"Nidhogg" Rapier Controller

 My controller is modeled after a traditional rapier and is intended to be used to play the fencing game "Nidhogg." In Nidhogg, you are locked in a fencing duel with a computer or another player. The mechanics are rather basic. They involve changing your stance by pressing the up and down buttons, moving left and right, and attacking from whichever stance you have chosen. I believe that this simplicity in the controls is what gives the game its depth. The game is rather small, so it wasn’t able to take off, but this game’s fast-paced combat allows for a fun experience.

I wanted to capture Nidhogg’s fast-paced gameplay with a controller modeled after a rapier since it’s a fencing game. I like to imagine two players dueling at an arcade cabinet with a controller similar to the one I have created. To use it, you simply tilt in the directions to move left and right, raise your sword, and thrust. At first, it feels a bit weird to use in a 2D environment, but after playing around, you kind of get the hang of the weird controls.

There are definitely some ways I wish I could have improved on the design, the main one being a fully Bluetooth/wireless setup. Currently, the circuit playground is separate from the controller, with the motion sensors being what make up the controller; however, in my original sketch, I wanted to have the circuit playground inside of the controller as well. In order to make it fully wireless, there would also need to be room for a battery as well, so I would’ve needed a larger-sized controller. This would give more room and would make it feel more natural to hold. 

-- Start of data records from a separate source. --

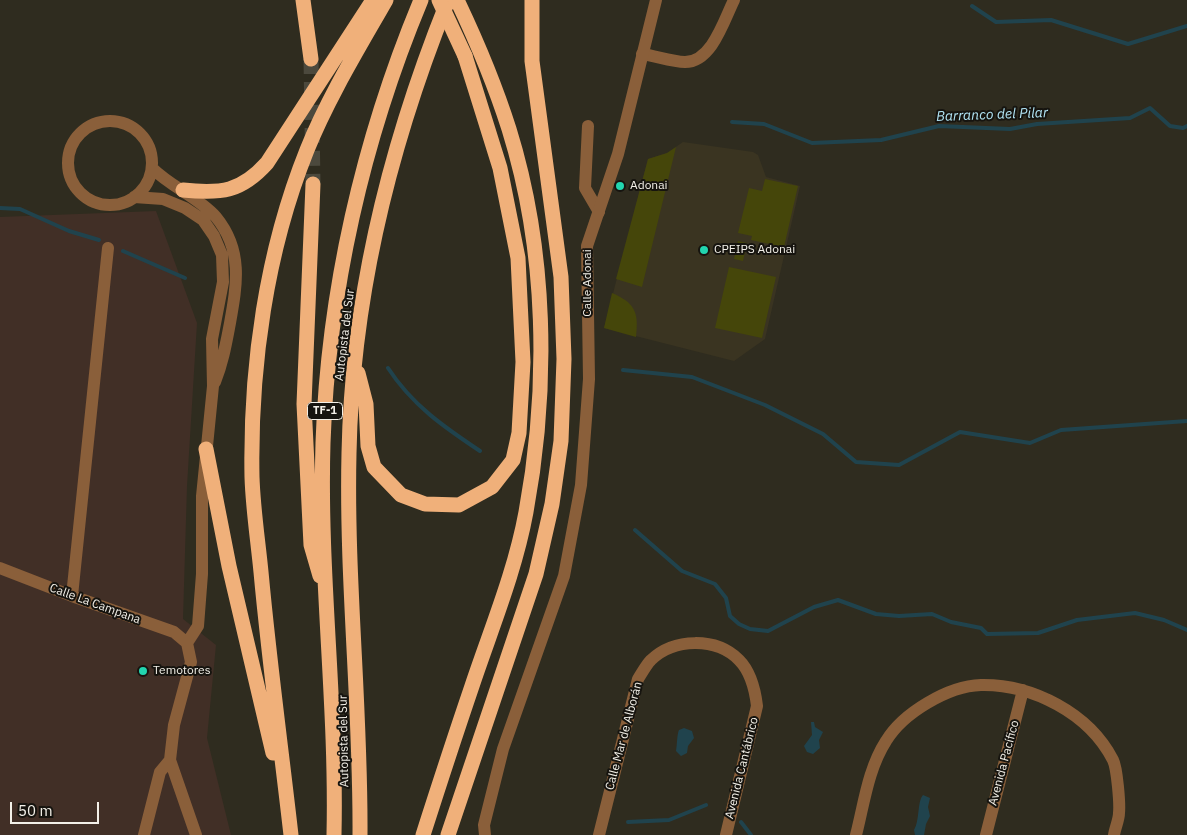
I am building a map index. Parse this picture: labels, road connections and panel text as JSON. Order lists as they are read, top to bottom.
{
  "streets": {
    "highway": ["Autopista del Sur", "TF-1"],
    "street": [
      "Calle Adonai",
      "Calle La Campana",
      "Calle Mar de Alborán",
      "Avenida Pacífico",
      "Avenida Cantábrico"
    ]
  },
  "crossings": [
    ["Calle Mar de Alborán", "Avenida Cantábrico"]
  ],
  "water": ["Barranco del Pilar"],
  "places": ["Adonai", "CPEIPS Adonai", "Temotores"],
  "scale_bar": "50 m"
}
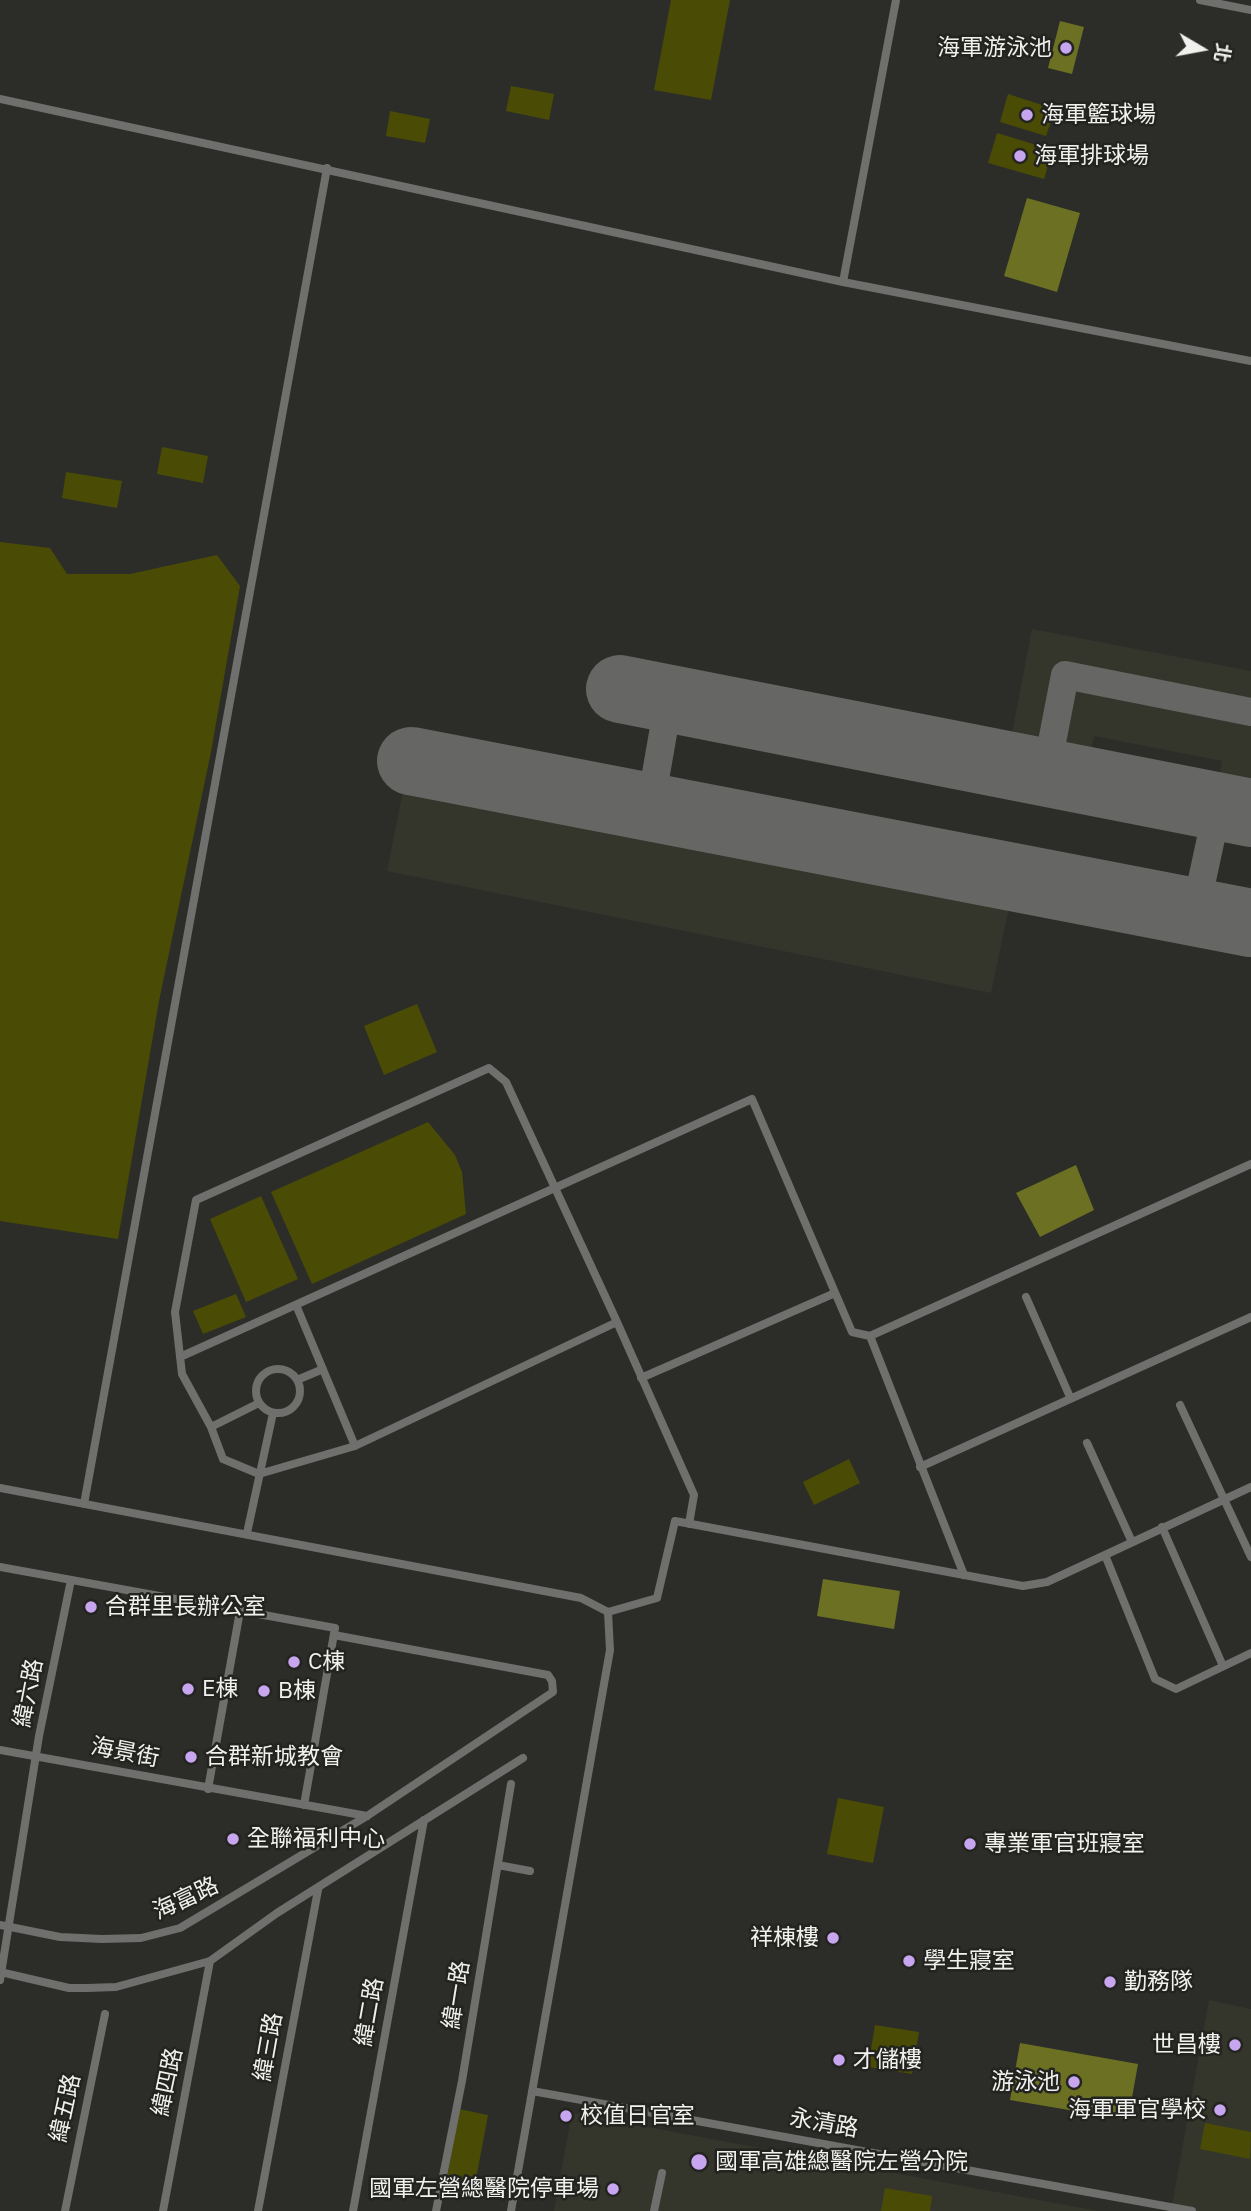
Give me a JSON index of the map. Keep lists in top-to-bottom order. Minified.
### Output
{"streets":{"street":["緯六路","海景街","海富路","緯一路","緯二路","緯三路","緯四路","緯五路","永清路"]},"crossings":[["緯六路","海景街"],["緯六路","海富路"],["海景街","海富路"]],"places":["海軍游泳池","海軍籃球場","海軍排球場","合群里長辦公室","C棟","E棟","B棟","合群新城教會","全聯福利中心","專業軍官班寢室","祥棟樓","學生寢室","勤務隊","世昌樓","才儲樓","游泳池","海軍軍官學校","校值日官室","國軍高雄總醫院左營分院","國軍左營總醫院停車場"],"north":"right"}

One question I have is how I would go about adding this space and where to put the inner components. Would simply increasing the height of the hand guard suffice, or should the entire controller size be increased?

Code:

// Full orientation sensing using NXP/Madgwick/Mahony and a range of 9-DoF

// sensor sets.

// You *must* perform a magnetic calibration before this code will work.

//

// To view this data, use the Arduino Serial Monitor to watch the

// scrolling angles, or run the OrientationVisualiser example in Processing.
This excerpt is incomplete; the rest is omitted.